A new novel called "The Karasik Conspiracy" describes a fictional terrorist plot aimed at the pharmaceutical industry.   It is a tale of international intrigue and there is an element of intrigue in the story behind the book. 

The Karasik Conspiracy is a story of Balkan terrorists, a ruthless billionaire and an evil pharmaceutical corporation.   Co-author Kenin Spivak says a real-life controversy gave rise to the book.  Americans have been debating the practice of buying drugs from Canada over the Internet.  Canadian prices are usually lower, but the pharmaceutical industry, and U.S. officials, warn that buying from Internet pharmacies outside the United States can be risky business.

Mr. Spivak says the dispute gave rise to one strand of the plot.

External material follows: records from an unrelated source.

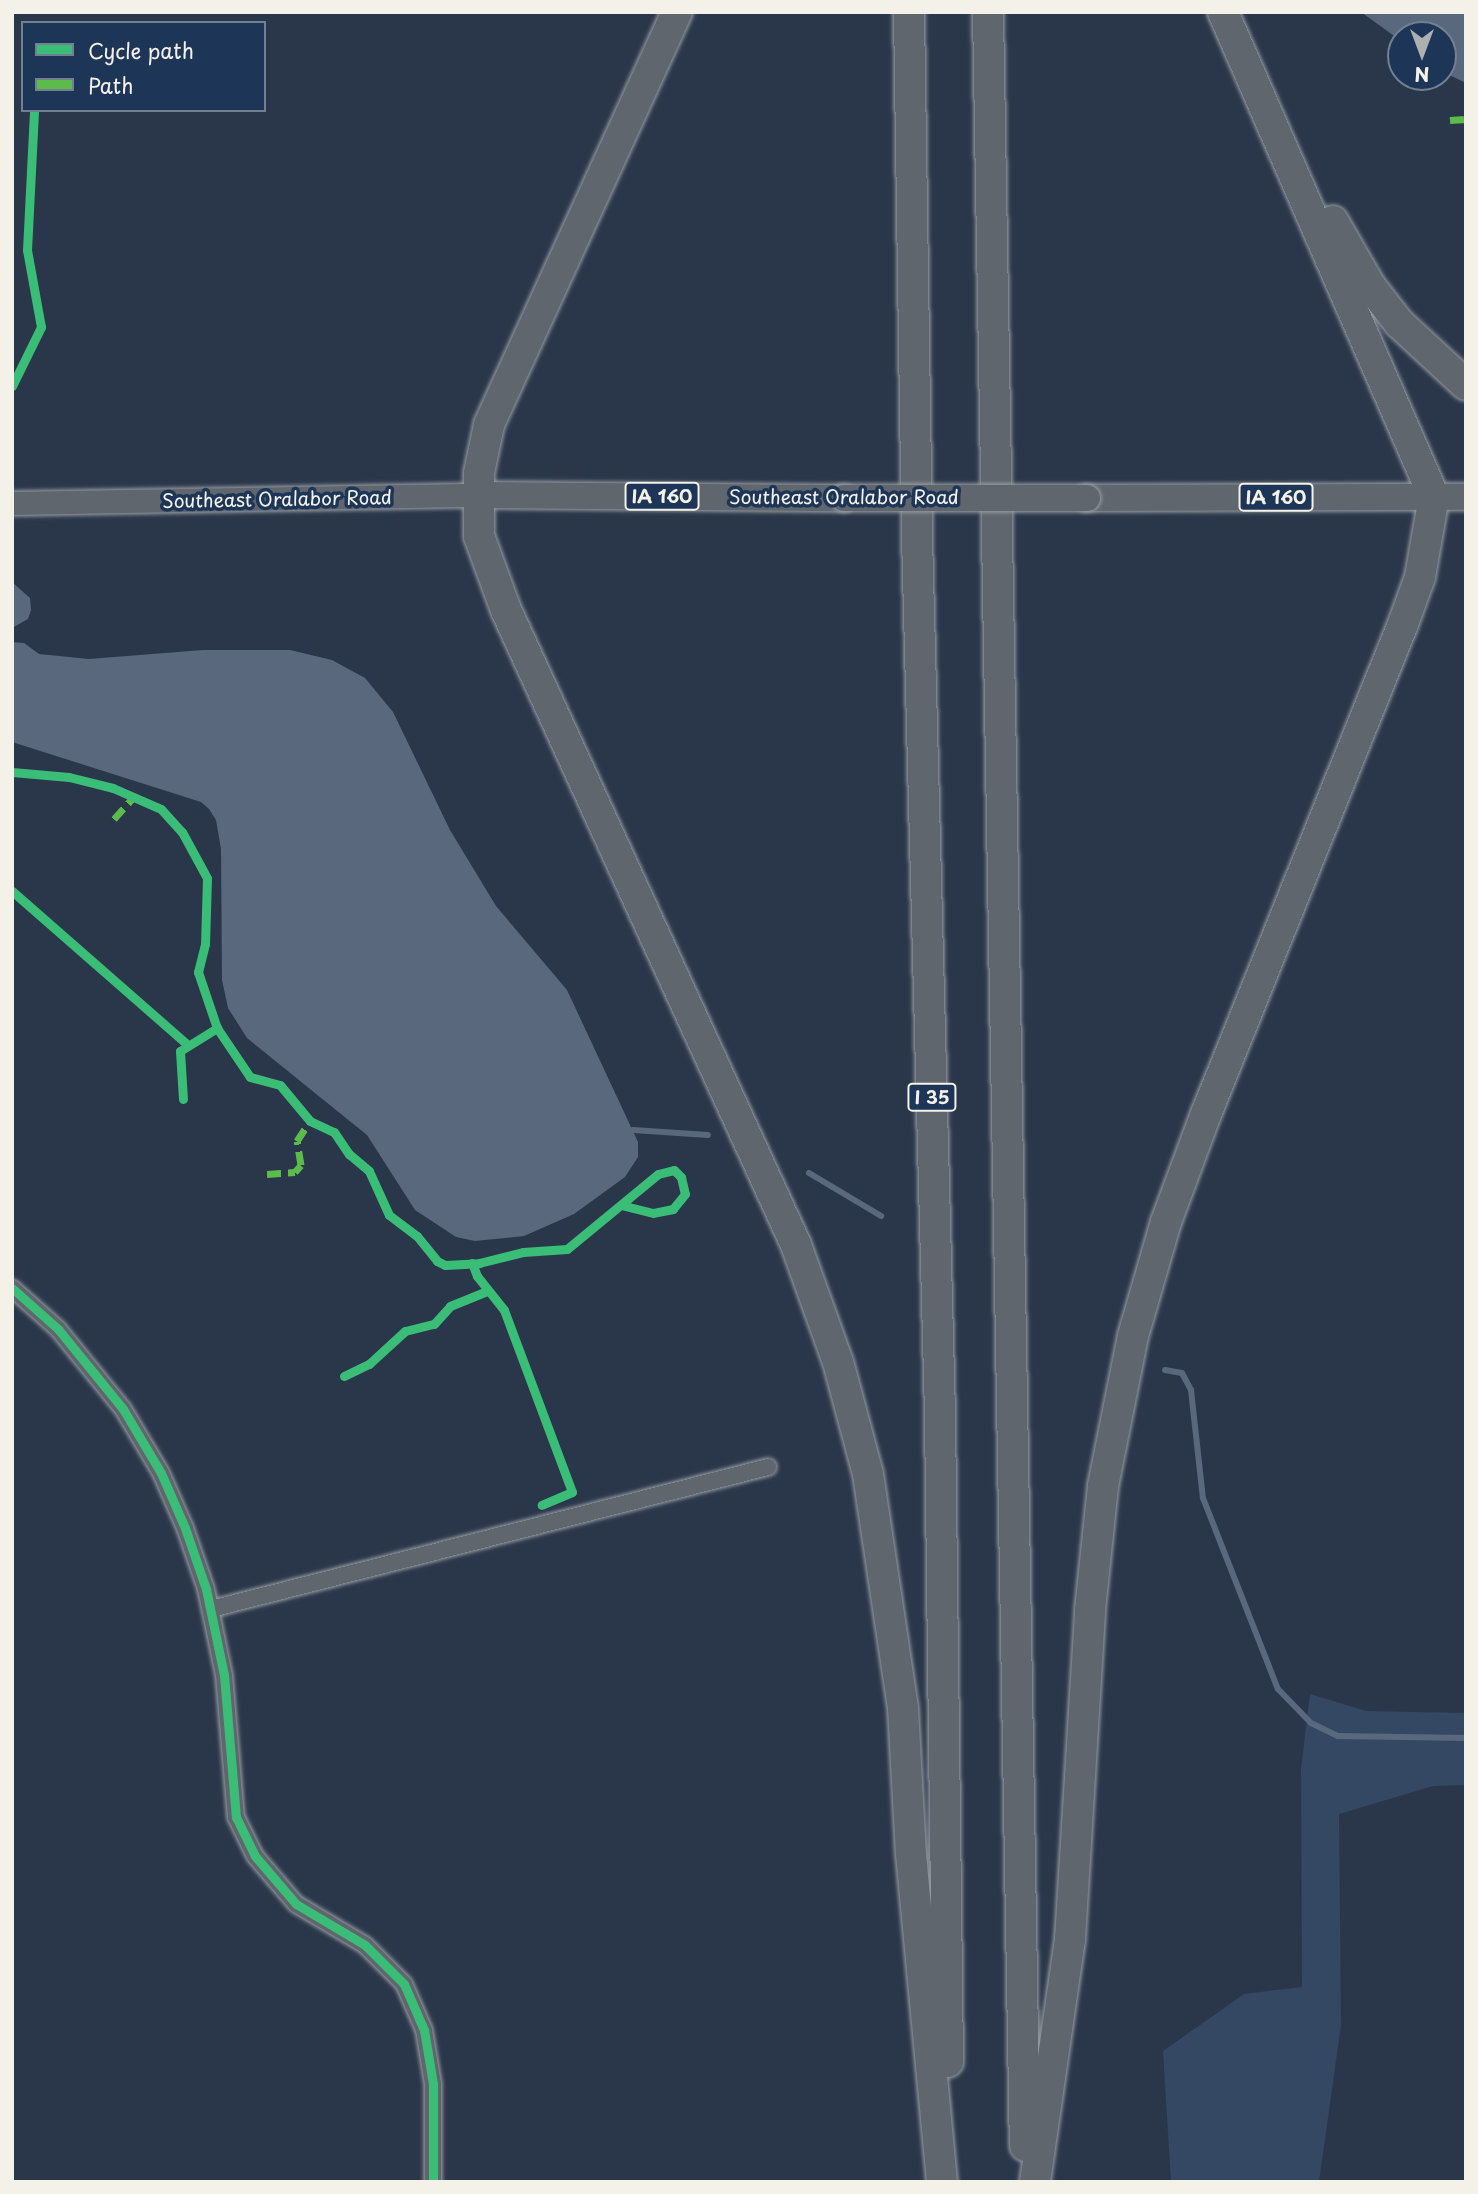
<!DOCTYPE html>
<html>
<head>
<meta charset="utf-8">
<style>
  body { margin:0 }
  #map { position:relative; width:1478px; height:2194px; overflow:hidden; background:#2a374a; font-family:"Playpen Sans",sans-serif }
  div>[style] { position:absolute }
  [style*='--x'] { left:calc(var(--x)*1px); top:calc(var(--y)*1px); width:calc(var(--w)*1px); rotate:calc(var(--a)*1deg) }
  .green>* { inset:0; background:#344763 }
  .water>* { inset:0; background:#59687d }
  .stream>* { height:6px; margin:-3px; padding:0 3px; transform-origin:3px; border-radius:3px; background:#59687d }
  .roads { filter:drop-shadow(0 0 2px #979ca3) drop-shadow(0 0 2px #979ca3) }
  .street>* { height:16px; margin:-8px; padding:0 8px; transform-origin:8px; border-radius:8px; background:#60666e }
  .secondary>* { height:23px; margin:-11.5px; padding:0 11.5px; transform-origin:11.5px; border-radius:11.5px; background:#60666e }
  .primary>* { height:26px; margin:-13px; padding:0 13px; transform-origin:13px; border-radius:13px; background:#60666e }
  .highway>* { height:30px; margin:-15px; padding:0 15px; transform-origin:15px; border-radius:15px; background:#60666e }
  .bridges { filter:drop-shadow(0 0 2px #979ca3) drop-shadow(0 0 2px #979ca3) }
  .primary-bridge>* { height:26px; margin:-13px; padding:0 13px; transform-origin:13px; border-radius:13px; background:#60666e }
  .quiet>* { height:7px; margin-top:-3.5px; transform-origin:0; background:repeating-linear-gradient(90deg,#5cbc4b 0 14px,transparent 0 21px) }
  .cycleway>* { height:9px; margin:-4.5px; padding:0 4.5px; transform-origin:4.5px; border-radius:4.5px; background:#3abd76 }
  span { translate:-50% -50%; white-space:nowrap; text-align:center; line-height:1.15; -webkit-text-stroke:7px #1d3557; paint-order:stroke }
  .shield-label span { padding:2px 5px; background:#1d3557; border:2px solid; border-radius:5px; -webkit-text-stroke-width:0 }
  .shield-label { font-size:18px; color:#f4f1e8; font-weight:700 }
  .street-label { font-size:19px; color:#f4f1e8 }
  .frame { position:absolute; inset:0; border:14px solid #f4f1e8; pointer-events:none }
  .legend { position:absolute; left:21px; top:21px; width:245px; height:91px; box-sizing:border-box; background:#1d3557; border:2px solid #738091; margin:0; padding:9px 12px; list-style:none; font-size:21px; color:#f4f1e8 }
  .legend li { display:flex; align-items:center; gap:14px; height:35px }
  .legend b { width:35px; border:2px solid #738091 }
  .north { position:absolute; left:1387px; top:21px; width:70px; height:70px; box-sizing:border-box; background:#1d3557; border:2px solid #738091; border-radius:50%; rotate:180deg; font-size:19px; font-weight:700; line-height:28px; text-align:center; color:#f4f1e8 }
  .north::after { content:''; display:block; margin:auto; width:24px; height:32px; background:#adb0b1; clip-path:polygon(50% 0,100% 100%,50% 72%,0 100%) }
</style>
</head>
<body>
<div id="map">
  <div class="green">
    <i style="clip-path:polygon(1310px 1694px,1366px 1711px,1466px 1713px,1466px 1785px,1433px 1786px,1339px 1814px,1341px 2025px,1319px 2182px,1171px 2182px,1163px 2051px,1244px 1994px,1302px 1987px,1301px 1769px)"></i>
  </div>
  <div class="water">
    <i style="clip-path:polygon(1361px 12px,1466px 12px,1466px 83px,1443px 72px,1443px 35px,1401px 35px,1401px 41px)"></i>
    <i style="clip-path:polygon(12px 582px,30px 598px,31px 610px,28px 619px,12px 628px)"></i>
    <i style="clip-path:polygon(12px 642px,24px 643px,39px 654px,89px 659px,203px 650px,290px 650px,332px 660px,365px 678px,393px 712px,450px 830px,496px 906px,567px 990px,638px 1142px,638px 1157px,625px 1177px,574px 1214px,524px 1236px,475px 1241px,456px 1237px,415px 1210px,367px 1135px,247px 1038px,228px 1008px,222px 980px,221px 849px,216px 820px,209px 809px,201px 802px,12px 742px)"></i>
  </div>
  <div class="stream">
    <i style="--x:633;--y:1130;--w:75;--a:3.8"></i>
    <i style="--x:809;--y:1173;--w:84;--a:30.8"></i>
    <i style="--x:1165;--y:1370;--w:17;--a:10"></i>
    <i style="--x:1182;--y:1373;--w:19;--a:62"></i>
    <i style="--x:1191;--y:1390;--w:109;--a:83.7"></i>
    <i style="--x:1203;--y:1498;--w:205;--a:68.6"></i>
    <i style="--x:1278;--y:1689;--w:47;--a:45.9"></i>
    <i style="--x:1311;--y:1723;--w:30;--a:26"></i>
    <i style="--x:1338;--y:1736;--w:128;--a:0.9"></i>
  </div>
  <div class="roads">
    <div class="street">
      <i style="--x:12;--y:1288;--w:62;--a:41.7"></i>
      <i style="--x:58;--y:1329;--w:103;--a:50.9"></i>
      <i style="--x:123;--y:1409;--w:74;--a:59.3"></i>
      <i style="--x:161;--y:1473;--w:60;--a:66.4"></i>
      <i style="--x:185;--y:1528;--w:65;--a:71"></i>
      <i style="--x:206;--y:1589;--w:88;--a:78.2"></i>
      <i style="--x:224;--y:1675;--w:143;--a:85.2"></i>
      <i style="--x:236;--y:1817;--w:43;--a:64"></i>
      <i style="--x:255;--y:1856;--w:63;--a:49.5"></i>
      <i style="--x:296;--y:1904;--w:80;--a:30.7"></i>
      <i style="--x:365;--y:1945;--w:55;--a:45"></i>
      <i style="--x:404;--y:1984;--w:50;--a:66.5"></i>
      <i style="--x:424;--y:2030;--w:55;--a:80.5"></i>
      <i style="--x:433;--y:2084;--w:98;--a:90"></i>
      <i style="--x:211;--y:1609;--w:575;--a:-14.3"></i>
    </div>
    <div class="secondary">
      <i style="--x:12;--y:503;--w:467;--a:-1"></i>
    </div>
    <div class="primary">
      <i style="--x:479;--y:495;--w:365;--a:0.5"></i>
      <i style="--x:1087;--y:498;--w:379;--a:-0.2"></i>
    </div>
    <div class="highway">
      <i style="--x:677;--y:12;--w:454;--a:114.5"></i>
      <i style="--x:489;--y:425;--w:49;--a:101.8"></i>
      <i style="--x:479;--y:473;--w:63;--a:90"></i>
      <i style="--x:479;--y:536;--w:79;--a:70"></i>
      <i style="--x:506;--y:610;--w:698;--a:65.45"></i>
      <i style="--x:796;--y:1245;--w:124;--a:70.3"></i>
      <i style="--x:838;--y:1362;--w:116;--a:75"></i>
      <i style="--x:868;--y:1474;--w:237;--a:81.5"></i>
      <i style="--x:903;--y:1708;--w:146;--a:86.9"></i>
      <i style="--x:911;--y:1854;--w:329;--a:84.6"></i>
      <i style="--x:909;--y:12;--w:524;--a:89.13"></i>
      <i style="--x:917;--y:536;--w:880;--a:88.5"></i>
      <i style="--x:940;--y:1416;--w:646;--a:89.29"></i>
      <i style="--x:988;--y:12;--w:2134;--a:89.01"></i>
      <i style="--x:1333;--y:221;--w:76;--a:60.1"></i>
      <i style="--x:1371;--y:287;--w:46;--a:52.1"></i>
      <i style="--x:1399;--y:323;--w:91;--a:42.8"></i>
      <i style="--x:1035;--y:2182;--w:245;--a:-81.8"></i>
      <i style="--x:1070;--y:1940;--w:331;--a:-86.5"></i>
      <i style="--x:1090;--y:1610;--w:125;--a:-84"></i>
      <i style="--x:1103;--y:1486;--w:153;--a:-78.7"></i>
      <i style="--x:1133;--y:1336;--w:119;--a:-73.9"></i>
      <i style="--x:1166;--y:1222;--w:115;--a:-69.7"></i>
      <i style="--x:1206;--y:1114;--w:528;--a:-68.1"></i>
      <i style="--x:1403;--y:624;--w:50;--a:-70.1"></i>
      <i style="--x:1420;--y:577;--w:81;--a:-80.1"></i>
      <i style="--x:1434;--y:497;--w:529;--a:-113.51"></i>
    </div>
  </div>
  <div class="bridges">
    <div class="primary-bridge">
      <i style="--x:844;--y:498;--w:243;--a:0"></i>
    </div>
  </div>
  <div class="quiet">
    <i style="--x:1450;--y:120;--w:16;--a:-4"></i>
    <i style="--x:114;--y:819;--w:27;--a:-48"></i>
    <i style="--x:267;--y:1174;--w:28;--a:-4"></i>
    <i style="--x:295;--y:1172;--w:9;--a:-49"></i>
    <i style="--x:301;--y:1165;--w:24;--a:-99"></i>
    <i style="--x:297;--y:1141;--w:24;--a:-57"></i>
  </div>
  <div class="cycleway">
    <i style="--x:12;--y:386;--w:66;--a:-63.8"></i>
    <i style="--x:41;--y:327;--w:78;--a:-100.3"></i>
    <i style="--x:27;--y:250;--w:140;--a:-87.1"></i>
    <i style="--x:12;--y:772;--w:57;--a:5"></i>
    <i style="--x:69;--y:777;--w:45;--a:14"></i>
    <i style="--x:113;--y:788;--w:52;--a:23.6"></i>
    <i style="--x:161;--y:809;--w:31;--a:48"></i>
    <i style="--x:182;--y:832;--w:52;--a:61.5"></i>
    <i style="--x:207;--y:878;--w:66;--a:91.7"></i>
    <i style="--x:205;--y:944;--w:29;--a:104"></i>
    <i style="--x:198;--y:972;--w:59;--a:71.3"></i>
    <i style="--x:217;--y:1028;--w:59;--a:56"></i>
    <i style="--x:250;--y:1077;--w:31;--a:15"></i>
    <i style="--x:280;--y:1085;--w:47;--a:50.2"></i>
    <i style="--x:310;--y:1121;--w:26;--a:25"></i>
    <i style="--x:334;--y:1132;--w:27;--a:56"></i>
    <i style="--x:349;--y:1154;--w:26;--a:40"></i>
    <i style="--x:369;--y:1171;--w:48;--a:65.6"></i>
    <i style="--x:389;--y:1215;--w:35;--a:37"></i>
    <i style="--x:417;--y:1236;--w:32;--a:51"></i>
    <i style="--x:437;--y:1261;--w:9;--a:27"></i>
    <i style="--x:445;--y:1265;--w:34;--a:-3"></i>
    <i style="--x:479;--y:1263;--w:45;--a:-14"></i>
    <i style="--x:523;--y:1252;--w:44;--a:-3.9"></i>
    <i style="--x:567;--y:1249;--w:118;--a:-39.5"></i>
    <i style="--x:658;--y:1174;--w:16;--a:-14"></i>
    <i style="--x:674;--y:1170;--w:10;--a:45"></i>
    <i style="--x:681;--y:1177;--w:17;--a:77"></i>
    <i style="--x:685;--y:1194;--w:19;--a:129"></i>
    <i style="--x:673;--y:1209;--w:20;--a:169"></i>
    <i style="--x:653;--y:1213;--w:30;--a:-166"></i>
    <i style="--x:12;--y:891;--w:232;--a:41.2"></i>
    <i style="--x:183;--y:1099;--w:48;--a:-93.6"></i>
    <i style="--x:180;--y:1051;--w:44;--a:-31.9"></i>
    <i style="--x:472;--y:1263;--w:14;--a:69"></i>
    <i style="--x:477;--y:1276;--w:43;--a:51.5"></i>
    <i style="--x:504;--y:1310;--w:194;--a:69.5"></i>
    <i style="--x:572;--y:1492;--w:33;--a:157"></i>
    <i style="--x:12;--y:1288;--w:62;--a:41.7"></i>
    <i style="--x:58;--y:1329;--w:103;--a:50.9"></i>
    <i style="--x:123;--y:1409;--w:74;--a:59.3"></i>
    <i style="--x:161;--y:1473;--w:60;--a:66.4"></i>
    <i style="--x:185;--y:1528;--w:65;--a:71"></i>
    <i style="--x:206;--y:1589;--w:88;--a:78.2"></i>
    <i style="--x:224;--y:1675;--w:143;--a:85.2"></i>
    <i style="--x:236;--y:1817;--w:43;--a:64"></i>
    <i style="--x:255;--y:1856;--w:63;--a:49.5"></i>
    <i style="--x:296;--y:1904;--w:80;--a:30.7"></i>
    <i style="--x:365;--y:1945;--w:55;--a:45"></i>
    <i style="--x:404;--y:1984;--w:50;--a:66.5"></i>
    <i style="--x:424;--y:2030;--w:55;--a:80.5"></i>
    <i style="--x:433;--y:2084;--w:98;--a:90"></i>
    <i style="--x:344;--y:1376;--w:28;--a:-26"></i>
    <i style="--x:369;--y:1364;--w:49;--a:-42.5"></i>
    <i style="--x:405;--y:1331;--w:30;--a:-14"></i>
    <i style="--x:434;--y:1324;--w:24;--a:-48"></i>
    <i style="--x:450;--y:1306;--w:40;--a:-22"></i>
  </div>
  <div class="shield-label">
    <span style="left:662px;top:496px">IA 160</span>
    <span style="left:1276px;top:497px">IA 160</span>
    <span style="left:932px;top:1097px">I 35</span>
  </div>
  <div class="street-label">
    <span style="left:844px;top:497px">Southeast Oralabor Road</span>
    <span style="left:277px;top:499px;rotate:-1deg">Southeast Oralabor Road</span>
  </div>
  <div class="frame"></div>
  <ul class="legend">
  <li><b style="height:9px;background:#3abd76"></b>Cycle path</li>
  <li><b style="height:9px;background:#5cbc4b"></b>Path</li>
  </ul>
  <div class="north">N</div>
</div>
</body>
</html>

"In the book as published, there are two terrorist cells that at the same time launch a terrorist attack on the United States," he explained.  "One is a group of people originally from the Balkans, and they launch an attack using both Canadian website pharmacies and some other parts of the pharmaceutical drug system.  At the very same time, a fictional pharmaceutical company called PharmCorp, worried about what Americans think about permitting drugs to be imported from Canada, decides also to launch a similar attack."

What results is a fast-paced, if complicated, thriller.  Nearly as interesting, however, is the story behind the book.  Mr. Spivak says the idea came from a real-life pharmaceutical trade association.

"It started when PhRMA, which is the lobbying group for the pharmaceutical industry in the United States, went to a publisher, Phoenix Books here in Los Angeles, and asked them to commission a book in which terrorists would launch an attack on the United States using drugs imported from Canada," he said.

A PhRMA spokesman denies the association commissioned a book, telling the Los Angeles Times, the Washington Post and other news outlets that a renegade employee commissioned it through a consultant.  He said senior management knew nothing about the arrangement.

The primary author, Julie Chrystyn, invited Mr. Spivak, who is a veteran executive in the entertainment industry, to help edit the book.  After extensive rewriting, he became its co-author. 

The novel, in its final form, is unlikely to please the pharmaceutical industry.  A fictional drug company is one of the major villains.

The writer says the story is fiction, but its premise is real.  He believes the Internet is a risky place to buy drugs because pharmacies that are ostensibly in Canada, where safety rules are strict, could really be located anywhere.  And he says pharmaceuticals could become a terrorist target.

"There is a risk of a terrorist attack using the drug distribution system," he explained.  "And this book, I think, is a fun way, an exciting way, and a terrifying way of seeing the consequences of such an attack."

U.S. authorities still oppose importing drugs from Canada, citing safety concerns.  Brand-name drugs are generally cheaper there, because the Canadian government, like many governments in Europe, sets price controls.  A number of U.S. cities and states have implemented programs to help their residents buy pharmaceuticals from Canada or Europe.  

A national plan to help U.S. seniors purchase drugs went into effect January 1, and one study says the program will reduce the incentive for older Americans, at least, to buy their drugs outside the country.